Let me take a moment to explain how Dredmor tilesets work (and used to work, and how they will work). Here’s a cut from the first dungeon’s tileset:

Imagine this image is cut into 32×32 tiles; These are the basic building blocks of Dredmor’s dungeons. The bright green areas are colorkey-green, which means that those areas are transparent in the game. The short walls at the bottom with transparent parts are the bordering walls for liquids; animated liquids are drawn, then these tiles are drawn over them. You can see that there are two types of wall, one with large bricks and one with small, and two colors of floor, dark and light. The funny thing is (and confounding to me) only the large-brick wall and dark floor are used – the multiple versions are a holdover from the old dungeon creation system. These are going to have to go, though I’ll definitely recycle the graphics somewhere or other.

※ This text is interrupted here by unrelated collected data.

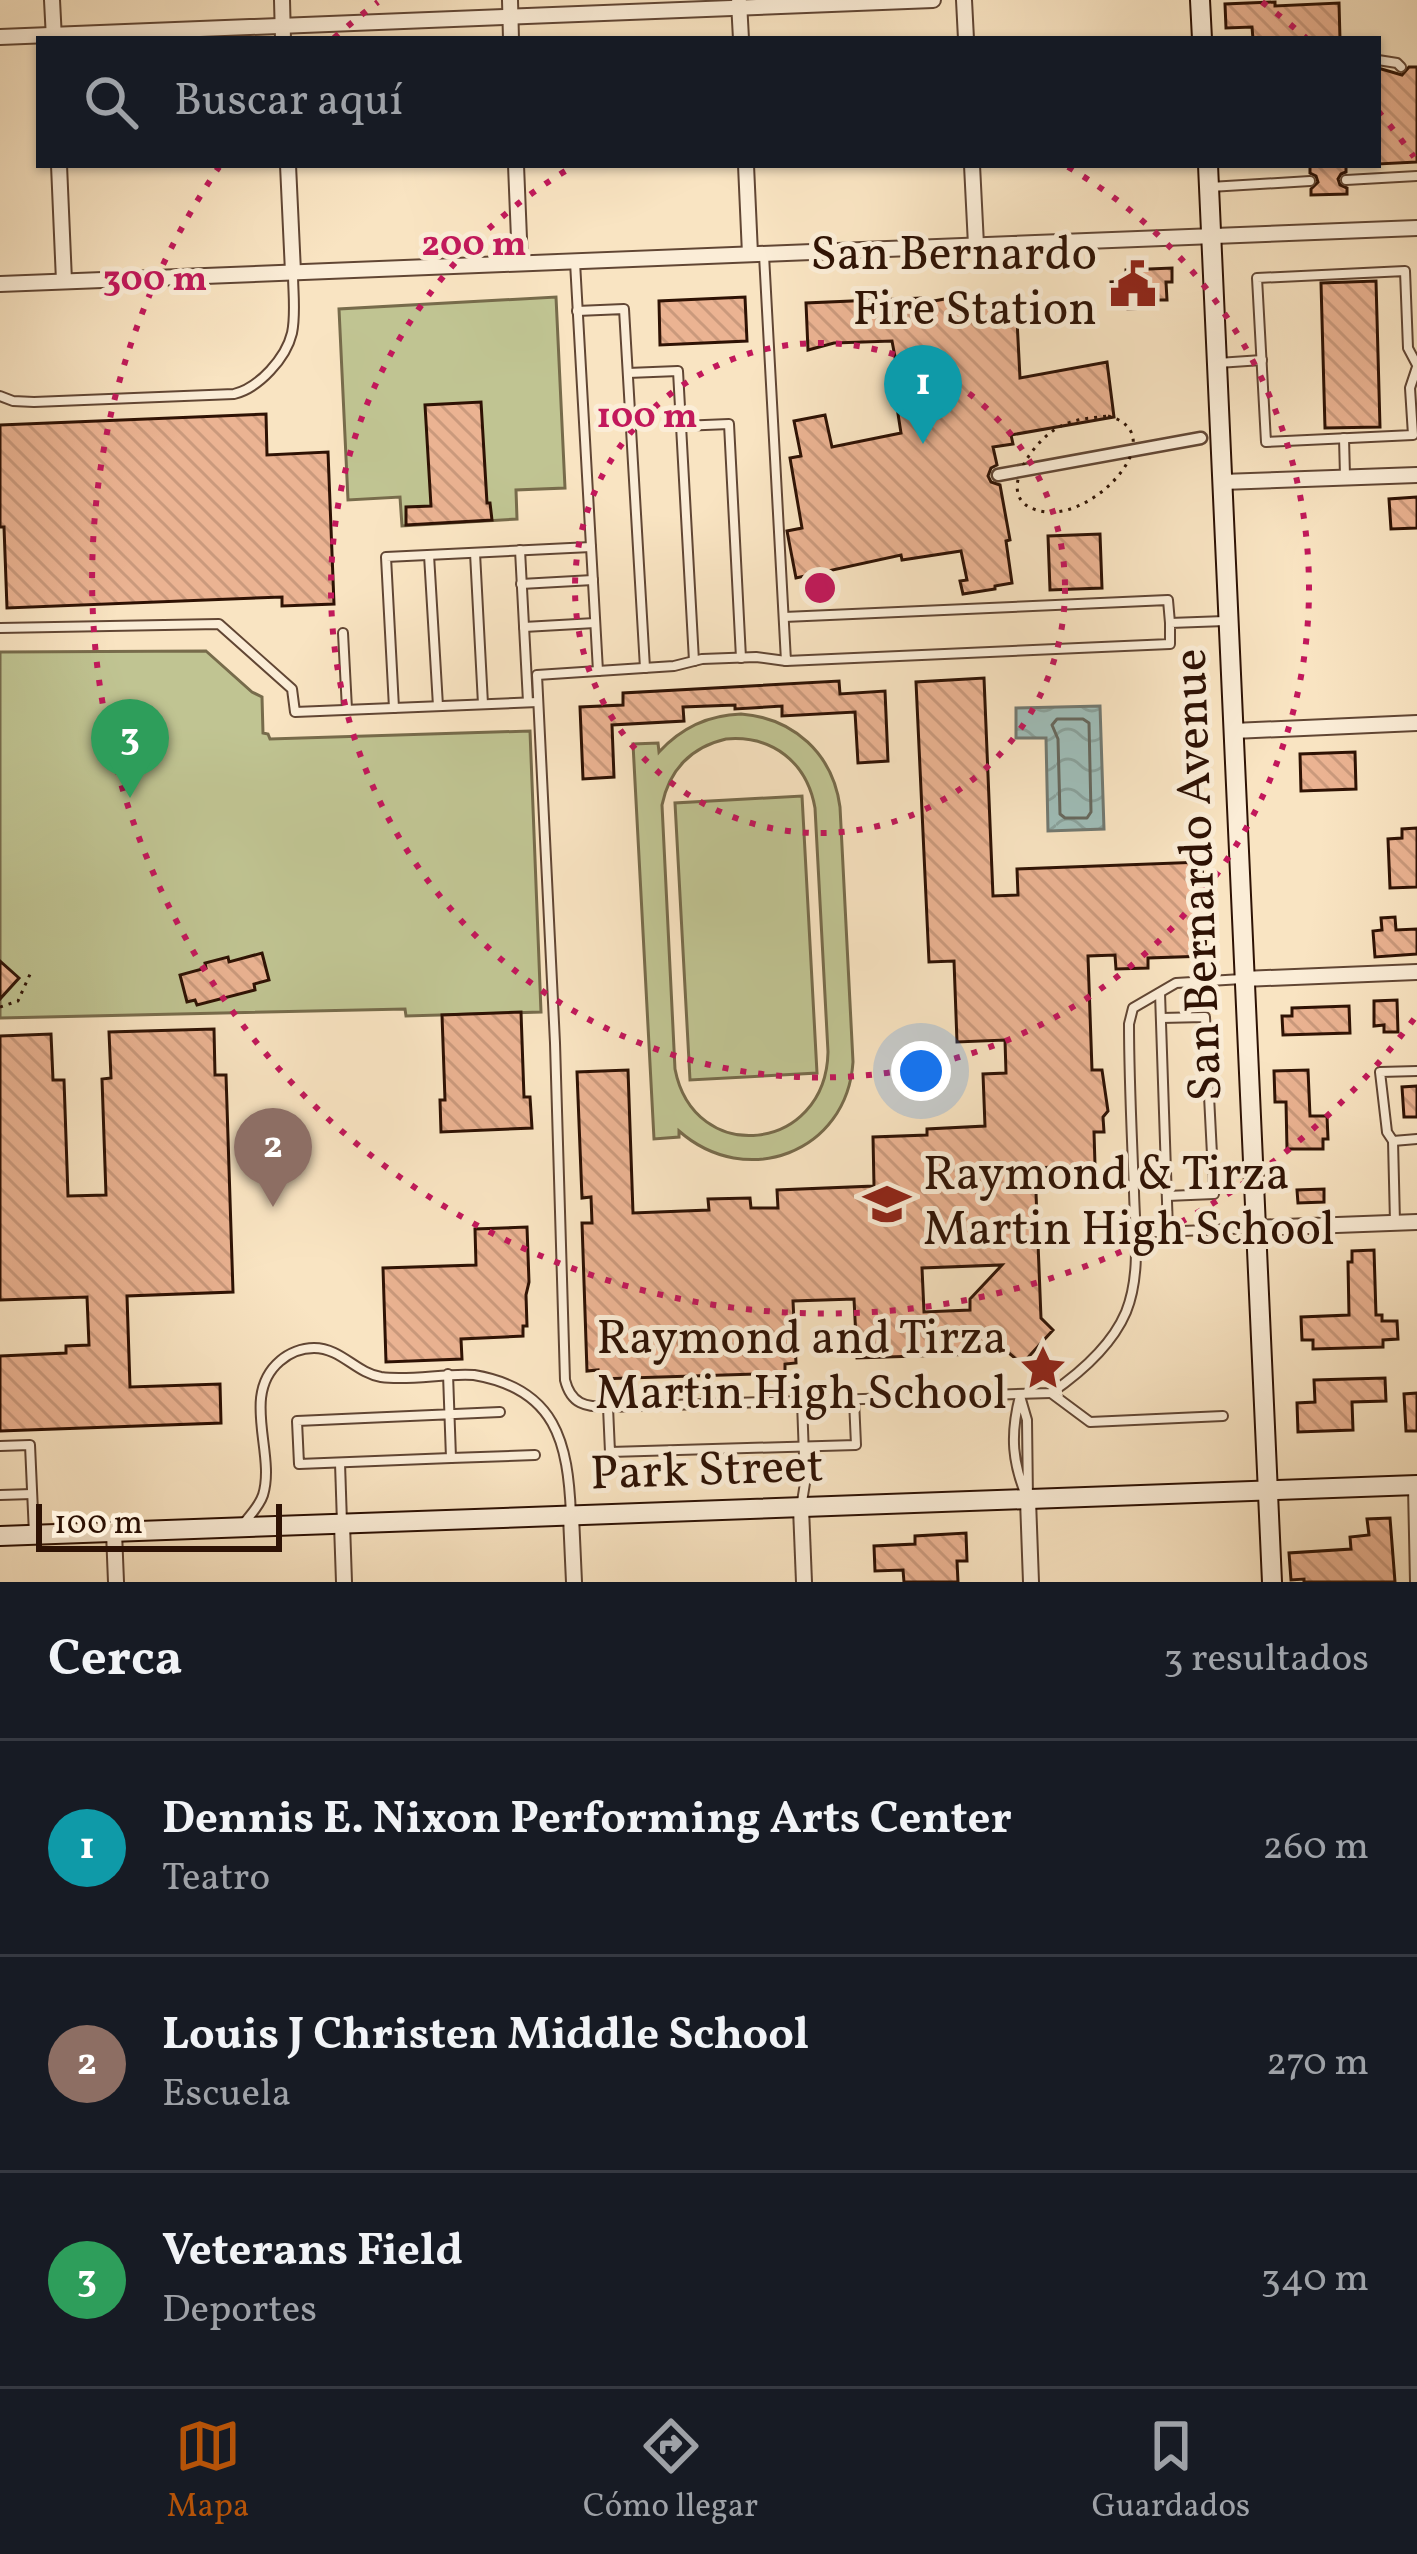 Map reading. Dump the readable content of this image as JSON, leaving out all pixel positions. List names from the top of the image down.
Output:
{
  "streets": {
    "main road": ["San Bernardo Avenue", "Park Street"]
  },
  "crossings": [
    ["San Bernardo Avenue", "Park Street"]
  ],
  "places": {
    "public building": ["San Bernardo Fire Station"],
    "school or university": ["Raymond & Tirza Martin High School"],
    "place": ["Raymond and Tirza Martin High School"]
  },
  "scale_bar": "100 m",
  "page": {
    "search": "Buscar aquí",
    "pins": ["1", "3", "2"],
    "scale": "100 m",
    "heading": ["Cerca", "3 resultados"],
    "list": [
      {
        "mark": "1",
        "name": "Dennis E. Nixon Performing Arts Center",
        "note": "Teatro",
        "value": "260 m"
      },
      {
        "mark": "2",
        "name": "Louis J Christen Middle School",
        "note": "Escuela",
        "value": "270 m"
      },
      {
        "mark": "3",
        "name": "Veterans Field",
        "note": "Deportes",
        "value": "340 m"
      }
    ],
    "nav": ["Mapa", "Cómo llegar", "Guardados"]
  },
  "rings": ["200 m", "300 m", "100 m"]
}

In our old version of generating dungeons there were multiple wall types and floors could either be “lit” or “unlit” according to some semi-random system or other which only Nicholas knows about. (His is an arcane art.)

Rooms

At some point we changed from some kind of traditionally roguelike random dungeon generation (which had varying success in Dredmor; I believe the objection was that the dungeons felt too generic) toward defining room templates in XML which are, in turn, randomly assembled into a dungeon layout.

Here’s the starting room of Dredmor:

As you can see “#”‘s are walls, “.”‘s are floors, “d” and “D” are doors. The doors may or may not be used as doors, and additional secret nooks are generated. There’s a little more to it than just this, like liquids, specially defined decoration objects, and hard-coded objects (like the Entry Staircase you see there).

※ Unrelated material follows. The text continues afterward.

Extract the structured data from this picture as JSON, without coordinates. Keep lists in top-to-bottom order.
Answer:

Aside, I was annoyed at typing rooms out in characters that are taller than they are wide so I made a quick Python app to convert pngs to room code. Here’s the same room as an image:

This makes it much easier for me to crank out room patterns because I pretty much think in Photoshop anyway.

Decorations

I mentioned special decoration objects: If you have played the Dredmor beta, you will notice that rooms all have randomly generated titles like “The Disquieting Chamber of Fruit”. Using XML definitions, we can tag dungeon decoration objects to be used in rooms with the associated word in their title. In “The Disquieting Chamber of Fruit” you would be able to find the carving of fruit you see on the right:

There are also penguins.

As I recall, we had intended the random room name generation to only apply to certain rooms, but the results were so fun that we give every room in the game its own name and the possibility for unique decorations. There is also the option, as described before with the entry stairs, to script a particular decoration objects to appear in a room template – the combination of this allows for all kinds of strange possibilities.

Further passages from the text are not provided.